Evelyn Funk: Dashboards sind im Bereich PME noch nicht weit verbreitet, du hast sie aber schon im Kontext der wissenschaftlichen Projektbegleitung eingesetzt. Haben die Auftraggeber explizit danach gefragt, oder ging die Idee eher von dir aus?

Sebastian Ottmann: Der Impuls ging eher von uns aus. Ich hatte mich mit Datenvisualisierung auseinandergesetzt und bin so zu Dashboards gekommen. In diesem Projekt trieb uns immer wieder die Frage um, wie man Ergebnisse so aufbereiten kann, dass sie von pädagogischen Fachkräften vor Ort genutzt werden. So eine direkte Nutzung ist nur möglich, wenn Ergebnisse zeitnah und gut aufbereitet vorliegen.  Auch ist eine Interaktivität wichtig, also das die Fachkräfte auch unterschiedliche Auswertungen (z. B. nach Jahren) abrufen können. Da das ein klassischer PDF-Report nur bedingt leisten kann, haben wir vorgeschlagen, Dashboards zu nutzen.

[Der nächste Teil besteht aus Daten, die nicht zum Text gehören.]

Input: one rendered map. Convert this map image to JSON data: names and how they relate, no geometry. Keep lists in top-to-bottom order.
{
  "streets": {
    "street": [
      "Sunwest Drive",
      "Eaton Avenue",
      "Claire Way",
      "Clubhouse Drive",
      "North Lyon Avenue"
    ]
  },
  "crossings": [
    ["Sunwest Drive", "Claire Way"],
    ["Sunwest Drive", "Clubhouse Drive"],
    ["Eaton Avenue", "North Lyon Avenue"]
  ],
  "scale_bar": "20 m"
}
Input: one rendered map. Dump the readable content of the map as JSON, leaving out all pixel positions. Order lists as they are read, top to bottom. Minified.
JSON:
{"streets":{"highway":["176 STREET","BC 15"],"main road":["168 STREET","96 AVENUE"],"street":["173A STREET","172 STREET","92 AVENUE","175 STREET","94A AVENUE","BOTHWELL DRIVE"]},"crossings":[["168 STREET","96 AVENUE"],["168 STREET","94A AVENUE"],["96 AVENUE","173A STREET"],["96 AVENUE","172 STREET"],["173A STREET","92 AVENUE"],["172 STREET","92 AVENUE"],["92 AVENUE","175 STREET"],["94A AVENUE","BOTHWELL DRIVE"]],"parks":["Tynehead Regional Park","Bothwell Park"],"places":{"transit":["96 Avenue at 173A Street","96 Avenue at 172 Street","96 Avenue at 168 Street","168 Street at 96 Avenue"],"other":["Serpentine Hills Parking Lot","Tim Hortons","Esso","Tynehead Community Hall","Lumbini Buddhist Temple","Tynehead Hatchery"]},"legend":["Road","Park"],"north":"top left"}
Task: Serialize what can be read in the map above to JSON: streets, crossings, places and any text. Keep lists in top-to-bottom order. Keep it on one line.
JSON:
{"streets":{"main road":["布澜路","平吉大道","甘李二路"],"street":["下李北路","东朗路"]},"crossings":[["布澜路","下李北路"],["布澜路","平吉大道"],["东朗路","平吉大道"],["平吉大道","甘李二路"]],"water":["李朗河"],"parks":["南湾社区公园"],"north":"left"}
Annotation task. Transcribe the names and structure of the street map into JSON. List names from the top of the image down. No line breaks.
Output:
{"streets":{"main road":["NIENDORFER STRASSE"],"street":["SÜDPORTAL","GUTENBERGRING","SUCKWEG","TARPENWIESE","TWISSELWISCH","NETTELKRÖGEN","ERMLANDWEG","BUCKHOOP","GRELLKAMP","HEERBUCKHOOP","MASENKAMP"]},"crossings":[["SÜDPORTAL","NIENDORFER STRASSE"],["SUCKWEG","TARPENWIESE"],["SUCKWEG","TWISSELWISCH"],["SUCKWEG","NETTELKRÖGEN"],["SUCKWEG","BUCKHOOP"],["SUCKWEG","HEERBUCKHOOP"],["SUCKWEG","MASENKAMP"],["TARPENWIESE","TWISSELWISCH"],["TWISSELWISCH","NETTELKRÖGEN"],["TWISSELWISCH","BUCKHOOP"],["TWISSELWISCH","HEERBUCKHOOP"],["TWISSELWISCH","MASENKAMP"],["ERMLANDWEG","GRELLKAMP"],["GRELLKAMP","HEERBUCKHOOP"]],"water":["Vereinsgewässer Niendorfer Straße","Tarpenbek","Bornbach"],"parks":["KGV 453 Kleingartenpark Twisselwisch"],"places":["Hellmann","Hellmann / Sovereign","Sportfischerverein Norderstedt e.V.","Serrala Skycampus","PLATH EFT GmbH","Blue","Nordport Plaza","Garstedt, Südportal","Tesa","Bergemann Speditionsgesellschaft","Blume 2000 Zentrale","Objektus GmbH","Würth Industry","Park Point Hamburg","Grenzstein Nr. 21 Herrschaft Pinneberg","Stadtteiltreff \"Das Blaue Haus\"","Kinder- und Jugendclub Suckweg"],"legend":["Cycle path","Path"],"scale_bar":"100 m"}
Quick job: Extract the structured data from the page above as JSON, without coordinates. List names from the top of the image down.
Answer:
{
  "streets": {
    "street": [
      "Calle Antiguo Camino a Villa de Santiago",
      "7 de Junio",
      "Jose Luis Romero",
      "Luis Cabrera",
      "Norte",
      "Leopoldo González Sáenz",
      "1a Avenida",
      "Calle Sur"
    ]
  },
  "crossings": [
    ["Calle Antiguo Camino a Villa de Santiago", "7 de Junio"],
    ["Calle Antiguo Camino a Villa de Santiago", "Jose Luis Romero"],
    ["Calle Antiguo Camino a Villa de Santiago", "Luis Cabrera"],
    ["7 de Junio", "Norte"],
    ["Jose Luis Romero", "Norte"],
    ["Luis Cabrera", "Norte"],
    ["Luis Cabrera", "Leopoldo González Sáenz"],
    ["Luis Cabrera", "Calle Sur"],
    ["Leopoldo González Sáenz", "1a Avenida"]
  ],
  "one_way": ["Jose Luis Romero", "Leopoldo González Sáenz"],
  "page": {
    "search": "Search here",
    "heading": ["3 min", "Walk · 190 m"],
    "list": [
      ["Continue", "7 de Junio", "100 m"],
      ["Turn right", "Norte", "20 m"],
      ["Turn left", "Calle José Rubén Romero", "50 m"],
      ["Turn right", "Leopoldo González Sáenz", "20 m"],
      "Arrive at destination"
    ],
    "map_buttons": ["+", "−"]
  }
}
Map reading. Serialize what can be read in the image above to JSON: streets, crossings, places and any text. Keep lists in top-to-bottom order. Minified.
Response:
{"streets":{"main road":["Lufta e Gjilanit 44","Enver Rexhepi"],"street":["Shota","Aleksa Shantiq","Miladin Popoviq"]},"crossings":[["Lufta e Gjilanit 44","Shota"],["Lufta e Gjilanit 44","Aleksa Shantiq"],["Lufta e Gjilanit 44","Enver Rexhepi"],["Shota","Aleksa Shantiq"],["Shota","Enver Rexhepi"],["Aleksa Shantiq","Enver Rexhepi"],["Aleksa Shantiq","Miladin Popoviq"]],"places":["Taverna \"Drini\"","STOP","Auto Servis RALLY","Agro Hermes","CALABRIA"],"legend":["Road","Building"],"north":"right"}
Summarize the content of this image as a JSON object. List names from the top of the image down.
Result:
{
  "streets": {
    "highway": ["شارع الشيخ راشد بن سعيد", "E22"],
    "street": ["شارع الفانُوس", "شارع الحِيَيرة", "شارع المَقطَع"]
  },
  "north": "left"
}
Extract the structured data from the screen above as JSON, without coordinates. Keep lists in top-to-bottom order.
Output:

Evelyn: Du hast dazu ja schon einen ganzen Beitrag in der Zeitschrift für Evaluation verfasst – aber kannst Du für unsere Leser*innen trotzdem kurz zusammenfassen, was ein Dashboard ist?

Sebastian: Ein Dashboard ist eine kompakte Darstellung von Ergebnissen in Form von Visualisierungen auf einer Internetseite oder in einem Softwareprogramm. Die zugrundeliegenden Daten sind hier zusammengefasst und so aufbereitet, dass sie schnell zugänglich sind. Es gibt für die Nutzer auch Möglichkeiten, die Daten je nach Interesse weiter zu analysieren, z.B. sich bestimmte Werte für Regionen oder Berichtsjahre ausweisen zu lassen.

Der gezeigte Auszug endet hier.